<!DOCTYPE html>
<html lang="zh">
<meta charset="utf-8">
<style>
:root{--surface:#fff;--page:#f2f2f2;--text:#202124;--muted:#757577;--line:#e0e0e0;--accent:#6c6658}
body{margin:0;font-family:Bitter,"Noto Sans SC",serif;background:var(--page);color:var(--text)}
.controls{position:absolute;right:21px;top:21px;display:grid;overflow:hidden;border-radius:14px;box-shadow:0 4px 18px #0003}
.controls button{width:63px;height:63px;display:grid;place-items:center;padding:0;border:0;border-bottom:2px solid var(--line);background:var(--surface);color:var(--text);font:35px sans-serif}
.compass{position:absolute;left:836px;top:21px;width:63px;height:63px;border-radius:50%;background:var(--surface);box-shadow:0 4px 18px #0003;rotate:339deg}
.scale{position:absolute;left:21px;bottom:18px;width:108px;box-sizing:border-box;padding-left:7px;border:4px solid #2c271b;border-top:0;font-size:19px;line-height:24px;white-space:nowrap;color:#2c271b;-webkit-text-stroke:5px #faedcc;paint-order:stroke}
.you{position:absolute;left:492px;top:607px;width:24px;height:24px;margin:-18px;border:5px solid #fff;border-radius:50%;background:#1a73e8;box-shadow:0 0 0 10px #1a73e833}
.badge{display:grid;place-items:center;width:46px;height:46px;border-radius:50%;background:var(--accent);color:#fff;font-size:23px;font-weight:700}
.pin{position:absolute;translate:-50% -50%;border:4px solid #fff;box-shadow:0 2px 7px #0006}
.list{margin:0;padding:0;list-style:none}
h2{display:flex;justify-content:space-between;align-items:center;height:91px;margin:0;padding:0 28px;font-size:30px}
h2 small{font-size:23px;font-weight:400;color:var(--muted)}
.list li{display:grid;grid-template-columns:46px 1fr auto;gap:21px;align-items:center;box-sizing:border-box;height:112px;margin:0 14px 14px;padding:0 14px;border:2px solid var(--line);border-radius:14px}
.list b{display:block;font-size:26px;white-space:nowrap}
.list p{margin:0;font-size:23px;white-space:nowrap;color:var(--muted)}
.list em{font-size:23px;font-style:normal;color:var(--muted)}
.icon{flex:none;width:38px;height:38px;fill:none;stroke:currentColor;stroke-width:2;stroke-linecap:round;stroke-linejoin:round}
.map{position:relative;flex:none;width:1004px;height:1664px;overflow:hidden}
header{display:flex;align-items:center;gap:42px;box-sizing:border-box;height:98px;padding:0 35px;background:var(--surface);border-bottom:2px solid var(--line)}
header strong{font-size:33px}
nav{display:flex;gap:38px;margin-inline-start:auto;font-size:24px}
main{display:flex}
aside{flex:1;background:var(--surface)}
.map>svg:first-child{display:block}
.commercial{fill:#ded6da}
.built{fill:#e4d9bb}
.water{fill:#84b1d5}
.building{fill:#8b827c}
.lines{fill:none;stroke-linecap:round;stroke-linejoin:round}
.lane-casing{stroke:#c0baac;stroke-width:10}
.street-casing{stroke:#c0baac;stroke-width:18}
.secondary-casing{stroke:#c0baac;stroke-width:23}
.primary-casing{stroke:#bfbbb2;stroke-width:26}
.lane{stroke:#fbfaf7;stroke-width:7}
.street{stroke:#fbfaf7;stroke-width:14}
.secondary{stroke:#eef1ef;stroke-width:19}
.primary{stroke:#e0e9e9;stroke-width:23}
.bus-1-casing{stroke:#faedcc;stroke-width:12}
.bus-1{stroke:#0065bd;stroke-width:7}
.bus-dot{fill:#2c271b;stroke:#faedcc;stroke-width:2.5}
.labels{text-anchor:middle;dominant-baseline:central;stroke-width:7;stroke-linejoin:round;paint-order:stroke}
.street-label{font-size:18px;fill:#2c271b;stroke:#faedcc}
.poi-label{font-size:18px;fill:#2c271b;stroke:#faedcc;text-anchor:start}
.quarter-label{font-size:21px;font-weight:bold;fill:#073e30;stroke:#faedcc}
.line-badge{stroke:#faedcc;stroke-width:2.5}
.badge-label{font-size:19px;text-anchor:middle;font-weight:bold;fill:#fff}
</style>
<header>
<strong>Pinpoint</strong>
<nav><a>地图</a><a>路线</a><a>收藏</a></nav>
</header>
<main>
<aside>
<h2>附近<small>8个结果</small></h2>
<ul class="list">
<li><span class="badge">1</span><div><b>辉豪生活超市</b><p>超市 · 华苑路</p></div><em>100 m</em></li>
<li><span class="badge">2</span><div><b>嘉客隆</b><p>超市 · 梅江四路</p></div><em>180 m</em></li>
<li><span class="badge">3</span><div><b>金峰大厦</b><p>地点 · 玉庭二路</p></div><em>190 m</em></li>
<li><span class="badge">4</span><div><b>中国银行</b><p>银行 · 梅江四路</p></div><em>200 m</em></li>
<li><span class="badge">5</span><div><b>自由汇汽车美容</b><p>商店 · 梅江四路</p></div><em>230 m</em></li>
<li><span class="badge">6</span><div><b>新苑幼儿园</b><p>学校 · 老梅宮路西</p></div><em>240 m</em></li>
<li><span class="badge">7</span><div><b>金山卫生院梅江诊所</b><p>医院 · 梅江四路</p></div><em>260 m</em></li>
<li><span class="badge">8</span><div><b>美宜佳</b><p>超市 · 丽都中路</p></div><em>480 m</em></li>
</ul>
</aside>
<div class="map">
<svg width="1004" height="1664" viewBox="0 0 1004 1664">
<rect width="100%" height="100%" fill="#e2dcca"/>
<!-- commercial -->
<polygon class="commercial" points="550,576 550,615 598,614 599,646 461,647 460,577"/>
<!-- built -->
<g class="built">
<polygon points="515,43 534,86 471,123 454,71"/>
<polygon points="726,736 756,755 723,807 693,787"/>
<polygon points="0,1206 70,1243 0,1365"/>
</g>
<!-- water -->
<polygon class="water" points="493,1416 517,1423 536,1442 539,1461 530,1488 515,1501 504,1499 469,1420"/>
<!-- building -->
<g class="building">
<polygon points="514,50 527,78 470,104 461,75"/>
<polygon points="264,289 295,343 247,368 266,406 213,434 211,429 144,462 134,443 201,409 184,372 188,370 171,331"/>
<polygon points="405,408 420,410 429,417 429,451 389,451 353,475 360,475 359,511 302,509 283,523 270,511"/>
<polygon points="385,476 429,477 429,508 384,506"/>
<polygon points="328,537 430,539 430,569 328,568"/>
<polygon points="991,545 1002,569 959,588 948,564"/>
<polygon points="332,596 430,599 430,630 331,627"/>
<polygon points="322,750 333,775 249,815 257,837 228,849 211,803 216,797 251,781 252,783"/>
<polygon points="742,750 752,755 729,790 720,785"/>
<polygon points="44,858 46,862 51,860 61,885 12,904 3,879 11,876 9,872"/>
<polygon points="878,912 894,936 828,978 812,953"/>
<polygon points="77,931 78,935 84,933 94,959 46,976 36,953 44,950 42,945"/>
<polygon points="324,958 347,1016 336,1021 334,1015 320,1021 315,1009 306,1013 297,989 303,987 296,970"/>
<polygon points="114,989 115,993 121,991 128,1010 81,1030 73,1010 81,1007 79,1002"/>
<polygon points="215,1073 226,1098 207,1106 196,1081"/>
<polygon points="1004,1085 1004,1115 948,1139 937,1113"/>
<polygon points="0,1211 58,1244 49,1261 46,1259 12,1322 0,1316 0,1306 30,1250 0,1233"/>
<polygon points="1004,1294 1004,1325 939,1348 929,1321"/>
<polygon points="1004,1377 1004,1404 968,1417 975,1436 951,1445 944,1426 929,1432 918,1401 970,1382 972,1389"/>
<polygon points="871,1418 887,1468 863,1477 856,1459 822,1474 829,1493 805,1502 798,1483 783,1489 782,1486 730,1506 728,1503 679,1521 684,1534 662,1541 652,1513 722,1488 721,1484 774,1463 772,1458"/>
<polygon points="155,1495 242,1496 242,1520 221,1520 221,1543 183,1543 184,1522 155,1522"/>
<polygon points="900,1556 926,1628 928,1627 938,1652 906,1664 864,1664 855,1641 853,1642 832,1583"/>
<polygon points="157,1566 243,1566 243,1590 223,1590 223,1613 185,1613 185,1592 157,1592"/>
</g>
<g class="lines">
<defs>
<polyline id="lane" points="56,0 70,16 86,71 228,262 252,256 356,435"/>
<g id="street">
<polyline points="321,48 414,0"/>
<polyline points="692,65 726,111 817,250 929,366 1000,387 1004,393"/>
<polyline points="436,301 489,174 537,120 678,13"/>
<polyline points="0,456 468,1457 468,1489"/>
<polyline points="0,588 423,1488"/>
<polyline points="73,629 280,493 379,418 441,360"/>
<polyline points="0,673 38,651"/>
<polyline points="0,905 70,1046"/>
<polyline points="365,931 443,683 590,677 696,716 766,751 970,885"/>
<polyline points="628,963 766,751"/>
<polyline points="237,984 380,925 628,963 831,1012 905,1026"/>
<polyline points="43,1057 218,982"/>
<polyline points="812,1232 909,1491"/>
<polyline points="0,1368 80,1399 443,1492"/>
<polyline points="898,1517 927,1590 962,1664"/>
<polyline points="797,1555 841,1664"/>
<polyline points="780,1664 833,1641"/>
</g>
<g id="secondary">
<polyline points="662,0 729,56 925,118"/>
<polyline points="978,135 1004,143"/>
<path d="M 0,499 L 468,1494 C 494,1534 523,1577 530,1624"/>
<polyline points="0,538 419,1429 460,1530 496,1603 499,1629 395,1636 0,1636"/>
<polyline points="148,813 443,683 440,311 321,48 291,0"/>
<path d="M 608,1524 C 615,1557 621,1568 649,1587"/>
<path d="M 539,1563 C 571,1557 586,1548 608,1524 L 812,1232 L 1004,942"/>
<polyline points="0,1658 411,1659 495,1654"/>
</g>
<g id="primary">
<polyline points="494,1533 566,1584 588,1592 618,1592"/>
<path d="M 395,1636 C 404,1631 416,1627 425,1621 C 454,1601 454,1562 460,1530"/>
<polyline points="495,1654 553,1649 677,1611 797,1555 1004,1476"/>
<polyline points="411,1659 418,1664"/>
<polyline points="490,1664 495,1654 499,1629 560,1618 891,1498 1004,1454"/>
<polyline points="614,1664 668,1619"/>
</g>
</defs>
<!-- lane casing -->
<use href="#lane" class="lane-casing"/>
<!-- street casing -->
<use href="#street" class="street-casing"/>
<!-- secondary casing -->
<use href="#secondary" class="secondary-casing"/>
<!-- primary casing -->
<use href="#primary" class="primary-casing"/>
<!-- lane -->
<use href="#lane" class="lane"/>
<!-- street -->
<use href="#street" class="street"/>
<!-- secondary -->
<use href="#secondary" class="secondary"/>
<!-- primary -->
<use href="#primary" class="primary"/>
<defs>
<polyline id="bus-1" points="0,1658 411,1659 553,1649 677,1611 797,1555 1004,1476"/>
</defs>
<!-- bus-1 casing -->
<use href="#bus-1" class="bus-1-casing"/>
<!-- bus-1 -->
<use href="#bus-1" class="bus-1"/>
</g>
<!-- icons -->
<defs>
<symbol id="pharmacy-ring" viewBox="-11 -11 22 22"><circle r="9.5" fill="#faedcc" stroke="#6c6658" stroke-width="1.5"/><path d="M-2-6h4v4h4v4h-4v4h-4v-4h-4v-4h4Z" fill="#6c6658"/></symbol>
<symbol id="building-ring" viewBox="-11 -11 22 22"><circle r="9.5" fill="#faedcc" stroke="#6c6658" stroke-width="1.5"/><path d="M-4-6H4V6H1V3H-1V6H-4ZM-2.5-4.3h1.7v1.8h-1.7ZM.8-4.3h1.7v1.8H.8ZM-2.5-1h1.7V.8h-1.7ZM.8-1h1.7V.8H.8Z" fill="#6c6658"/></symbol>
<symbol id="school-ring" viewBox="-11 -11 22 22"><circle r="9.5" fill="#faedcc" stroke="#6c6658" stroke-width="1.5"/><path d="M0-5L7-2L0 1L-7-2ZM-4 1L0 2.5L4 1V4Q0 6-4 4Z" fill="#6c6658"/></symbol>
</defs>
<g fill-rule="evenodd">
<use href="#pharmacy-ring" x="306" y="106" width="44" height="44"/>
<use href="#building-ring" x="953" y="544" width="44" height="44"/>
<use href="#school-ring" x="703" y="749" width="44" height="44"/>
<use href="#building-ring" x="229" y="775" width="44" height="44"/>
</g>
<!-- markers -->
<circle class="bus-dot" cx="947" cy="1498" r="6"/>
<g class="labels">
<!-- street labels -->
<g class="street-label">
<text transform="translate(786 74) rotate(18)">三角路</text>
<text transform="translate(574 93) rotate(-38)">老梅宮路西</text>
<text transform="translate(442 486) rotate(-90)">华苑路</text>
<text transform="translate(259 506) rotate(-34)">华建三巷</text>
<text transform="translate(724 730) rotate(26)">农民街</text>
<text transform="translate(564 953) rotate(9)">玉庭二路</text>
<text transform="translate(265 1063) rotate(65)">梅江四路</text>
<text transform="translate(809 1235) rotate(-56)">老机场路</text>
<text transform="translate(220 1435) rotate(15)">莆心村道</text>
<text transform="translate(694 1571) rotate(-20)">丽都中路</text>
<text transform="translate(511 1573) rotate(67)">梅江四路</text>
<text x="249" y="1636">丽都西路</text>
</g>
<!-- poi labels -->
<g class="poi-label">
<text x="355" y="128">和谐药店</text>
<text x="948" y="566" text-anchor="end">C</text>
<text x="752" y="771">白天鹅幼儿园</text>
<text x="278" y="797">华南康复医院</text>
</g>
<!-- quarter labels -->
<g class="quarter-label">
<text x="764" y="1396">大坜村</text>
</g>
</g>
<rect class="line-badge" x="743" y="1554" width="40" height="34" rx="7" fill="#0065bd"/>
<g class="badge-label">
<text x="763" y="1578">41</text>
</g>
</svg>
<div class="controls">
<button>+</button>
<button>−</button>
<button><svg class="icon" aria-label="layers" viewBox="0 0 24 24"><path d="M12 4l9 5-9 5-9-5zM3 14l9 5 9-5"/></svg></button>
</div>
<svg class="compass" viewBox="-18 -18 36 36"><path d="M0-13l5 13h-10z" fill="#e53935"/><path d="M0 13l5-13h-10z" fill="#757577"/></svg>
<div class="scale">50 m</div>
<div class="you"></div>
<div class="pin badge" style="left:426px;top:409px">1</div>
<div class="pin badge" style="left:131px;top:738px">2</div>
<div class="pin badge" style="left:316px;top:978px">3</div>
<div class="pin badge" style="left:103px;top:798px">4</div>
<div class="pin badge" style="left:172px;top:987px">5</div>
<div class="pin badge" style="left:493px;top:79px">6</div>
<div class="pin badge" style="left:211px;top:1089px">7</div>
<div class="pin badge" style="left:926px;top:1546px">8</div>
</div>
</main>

*WHAT YOU SHOULD DO*. For this exercise, copy the lines from the one that contains "<button>+</button>" through the last line of the records, exactly and only those.

*ANSWER TO THE EXERCISE*.
<button>+</button>
<button>−</button>
<button><svg class="icon" aria-label="layers" viewBox="0 0 24 24"><path d="M12 4l9 5-9 5-9-5zM3 14l9 5 9-5"/></svg></button>
</div>
<svg class="compass" viewBox="-18 -18 36 36"><path d="M0-13l5 13h-10z" fill="#e53935"/><path d="M0 13l5-13h-10z" fill="#757577"/></svg>
<div class="scale">50 m</div>
<div class="you"></div>
<div class="pin badge" style="left:426px;top:409px">1</div>
<div class="pin badge" style="left:131px;top:738px">2</div>
<div class="pin badge" style="left:316px;top:978px">3</div>
<div class="pin badge" style="left:103px;top:798px">4</div>
<div class="pin badge" style="left:172px;top:987px">5</div>
<div class="pin badge" style="left:493px;top:79px">6</div>
<div class="pin badge" style="left:211px;top:1089px">7</div>
<div class="pin badge" style="left:926px;top:1546px">8</div>
</div>
</main>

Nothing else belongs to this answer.